C’est la condition humaine de Boussardon. Il ne voit pas que la vie est un palais aux fastes déme­surés, il y vit dans les nœuds des boiseries : Il survit dans les pisso­tières de Versailles.

Que satis­fait notre insoumis ? Une amertume farouche d’en­fant. Un im­mense enfantin désir d’être le cœur battant du monde. Com­ment ai­mer cette société où Boussardon est si peu ? il est livré à une meurtris­sure qui noircit tout, l’au­rore, son âme pure, les fruits, les lé­gumes, les joues roses des enfants, les yeux blancs des statues du Jardin. »

 

 

J’ai assisté à la mort du cygne. Un bouillon qui n’a pas passé. Mourir d’un bouillon, comme un mauvais théâtreux du XIXème siècle !

Chausson n’avait jamais trompé Louise, par lâcheté, ou ennuyé d’avance d’un si grand effort de dissimulation pré­ten­dant qu’elle était toute la femme. Avec qui lui être infidèle ? D’autant que Louise, fille d’un équipementier des mers et d’une descen­dante de vignerons, est bien la seule qui puisse entretenir l'héritage familial : le château et son parc. Ce jour-là, Louise nous fit ser­vir cette soupe si simple que le vieux poète aimait tant quand l’automne était venu – et peut-être était-ce tout son amour pour Louise, un amour potager : une soupe, aussi nutritive que lé­gère, aux vermi­celles, au blanc d’œuf, à l’ail et au laurier, avec un fi­let d’huile d’olive, qu’on ap­pelle un aigo bou­lido dans l’idiome natal de l’héritière de leur vaste domaine.

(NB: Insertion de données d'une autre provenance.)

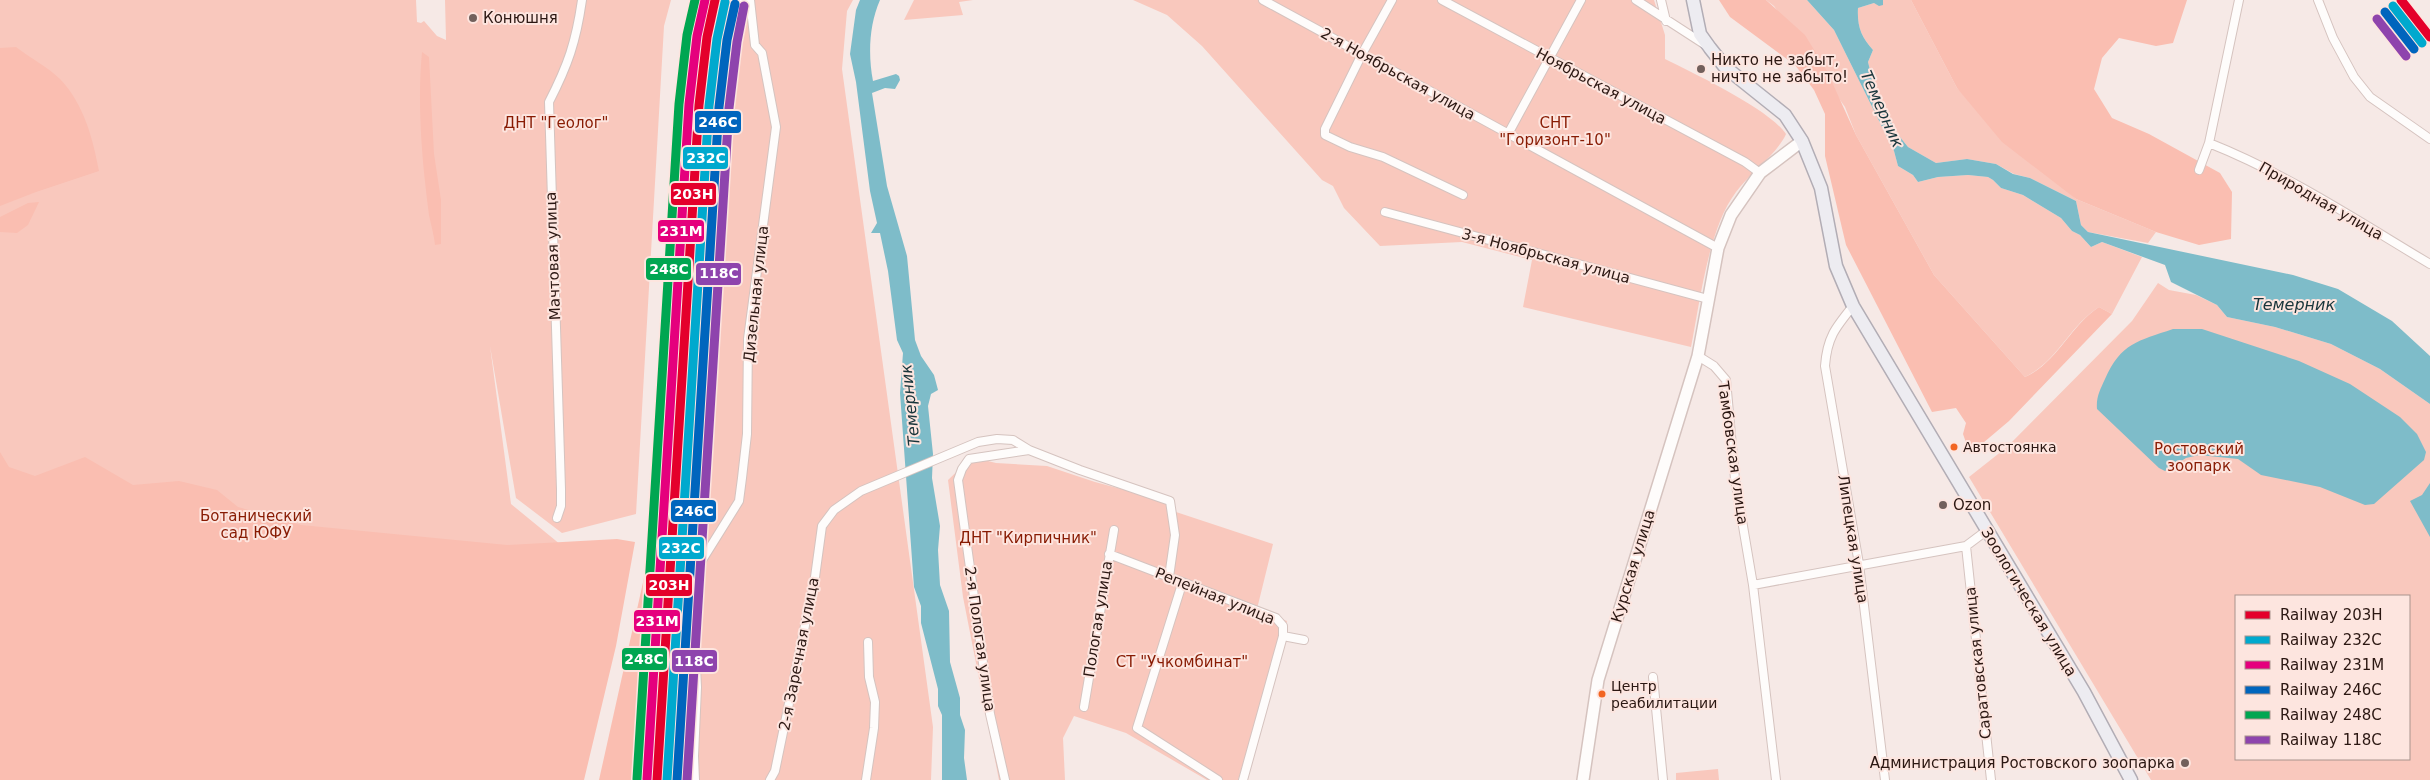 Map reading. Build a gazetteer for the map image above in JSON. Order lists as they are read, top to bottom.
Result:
{
  "streets": {
    "main road": ["Зоологическая улица"],
    "street": [
      "2-я Ноябрьская улица",
      "Ноябрьская улица",
      "Природная улица",
      "Мачтовая улица",
      "3-я Ноябрьская улица",
      "Дизельная улица",
      "Тамбовская улица",
      "Липецкая улица",
      "Курская улица",
      "Репейная улица",
      "Пологая улица",
      "2-я Пологая улица",
      "2-я Заречная улица",
      "Саратовская улица"
    ]
  },
  "crossings": [
    ["Тамбовская улица", "Курская улица"],
    ["Липецкая улица", "Зоологическая улица"],
    ["Репейная улица", "Пологая улица"],
    ["Репейная улица", "2-я Пологая улица"],
    ["2-я Пологая улица", "2-я Заречная улица"]
  ],
  "water": ["Темерник"],
  "parks": [
    "ДНТ \"Геолог\"",
    "СНТ \"Горизонт-10\"",
    "Ростовский зоопарк",
    "Ботанический сад ЮФУ",
    "ДНТ \"Кирпичник\"",
    "СТ \"Учкомбинат\""
  ],
  "places": [
    "Конюшня",
    "Никто не забыт, ничто не забыто!",
    "Автостоянка",
    "Ozon",
    "Центр реабилитации",
    "Администрация Ростовского зоопарка"
  ],
  "lines": [
    "rail line 203Н",
    "rail line 231М",
    "rail line 248С",
    "rail line 232C",
    "rail line 246С",
    "rail line 118С"
  ],
  "legend": [
    "Railway 203Н",
    "Railway 232C",
    "Railway 231М",
    "Railway 246С",
    "Railway 248С",
    "Railway 118С"
  ]
} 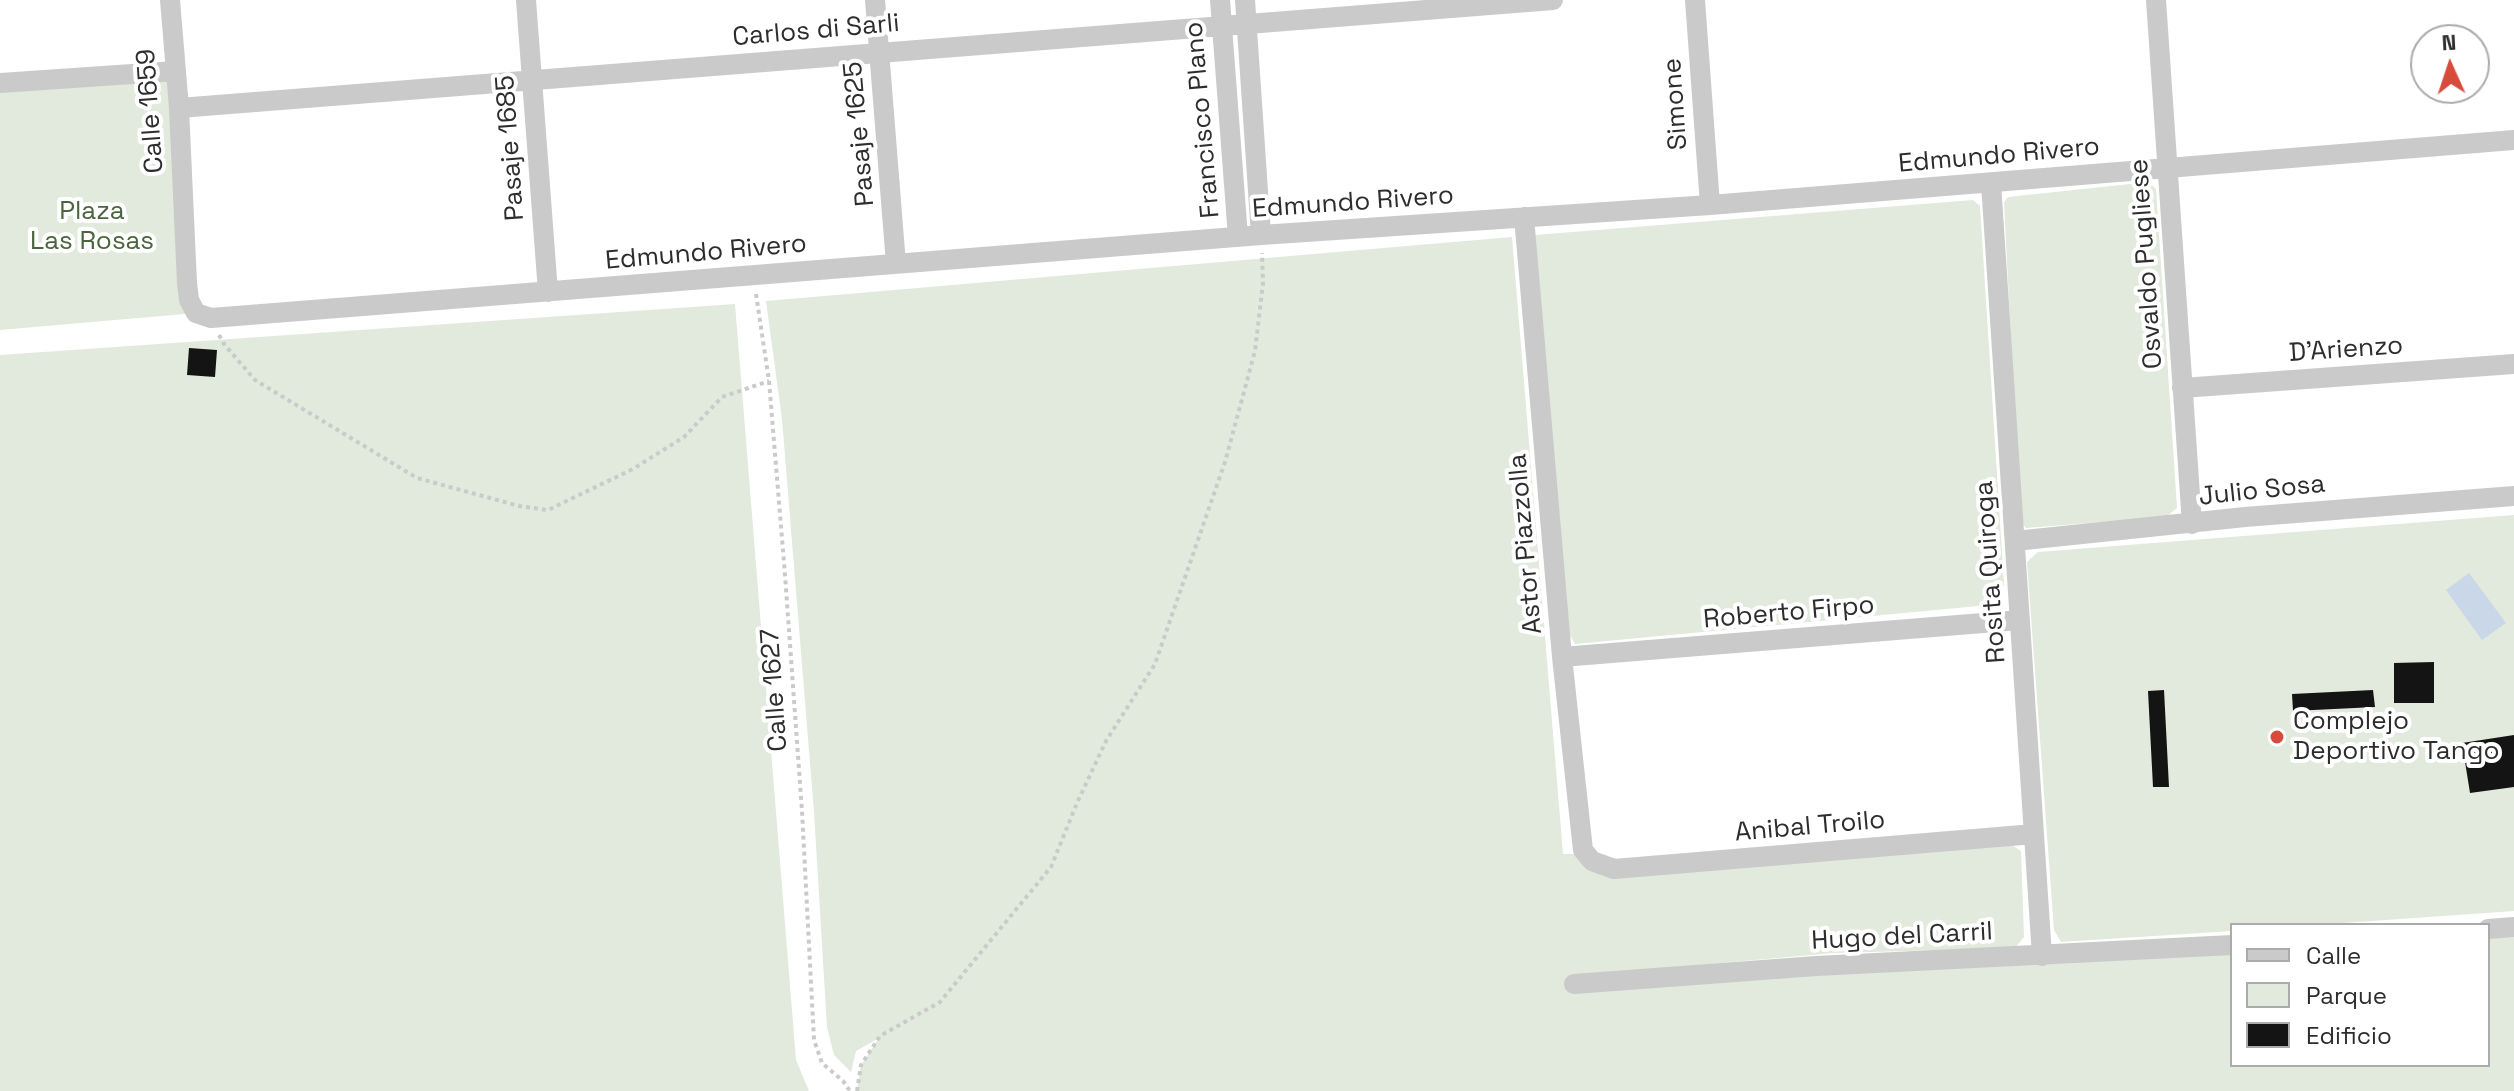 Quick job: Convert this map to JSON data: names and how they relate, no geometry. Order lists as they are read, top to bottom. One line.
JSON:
{"streets":{"street":["Carlos di Sarli","Simone","Calle 1659","Francisco Plano","Pasaje 1625","Pasaje 1685","Edmundo Rivero","Osvaldo Pugliese","D'Arienzo","Julio Sosa","Astor Piazzolla","Rosita Quiroga","Roberto Firpo","Anibal Troilo","Hugo del Carril"],"path":["Calle 1627"]},"crossings":[["Carlos di Sarli","Calle 1659"],["Carlos di Sarli","Francisco Plano"],["Carlos di Sarli","Pasaje 1625"],["Carlos di Sarli","Pasaje 1685"],["Simone","Edmundo Rivero"],["Calle 1659","Edmundo Rivero"],["Francisco Plano","Edmundo Rivero"],["Pasaje 1625","Edmundo Rivero"],["Pasaje 1685","Edmundo Rivero"],["Edmundo Rivero","Osvaldo Pugliese"],["Edmundo Rivero","Astor Piazzolla"],["Edmundo Rivero","Rosita Quiroga"],["Edmundo Rivero","Calle 1627"],["Osvaldo Pugliese","D'Arienzo"],["Osvaldo Pugliese","Julio Sosa"],["Julio Sosa","Rosita Quiroga"],["Astor Piazzolla","Roberto Firpo"],["Astor Piazzolla","Anibal Troilo"],["Rosita Quiroga","Roberto Firpo"],["Rosita Quiroga","Anibal Troilo"],["Rosita Quiroga","Hugo del Carril"]],"parks":["Plaza Las Rosas"],"places":["Complejo Deportivo Tango"],"legend":["Calle","Parque","Edificio"],"north":"top"}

De tout le repas buvant énormément, Chausson se montre convi­vial, ai­mable, quoique conservant l’air douloureux d’un homme at­teint d’une occlusion intestinale. En vérité (eut-il la prescience de sa mort pro­chaine ?), il s’était résolu à dévoiler au monde son « secret » – la clé qui scellait une œuvre à peu près incompré­hensible. Dès son premier verre de Bordeaux, il m’avait avoué ne pas sa­voir com­ment pro­céder, ce qui ne me sur­prenait pas tant que ça. Il est intéressant de le no­ter, la rétention narrative (et l’inlas­sable report du dénoue­ment) était une des astuces de ses proses poé­tiques très alam­biquées : si on se perdait dans les boucles d’une phrase il avait la courtoi­sie de vous y rechercher, paraît-il, mais sans ostenta­tion, loin de vous tendre la main – bien au contraire, poli­tesse raffinée, hautaine, il semblait se tourner et vous attendre, mais en fait il ne vous me­nait jamais nulle part, ne sachant pas lui-même où il allait.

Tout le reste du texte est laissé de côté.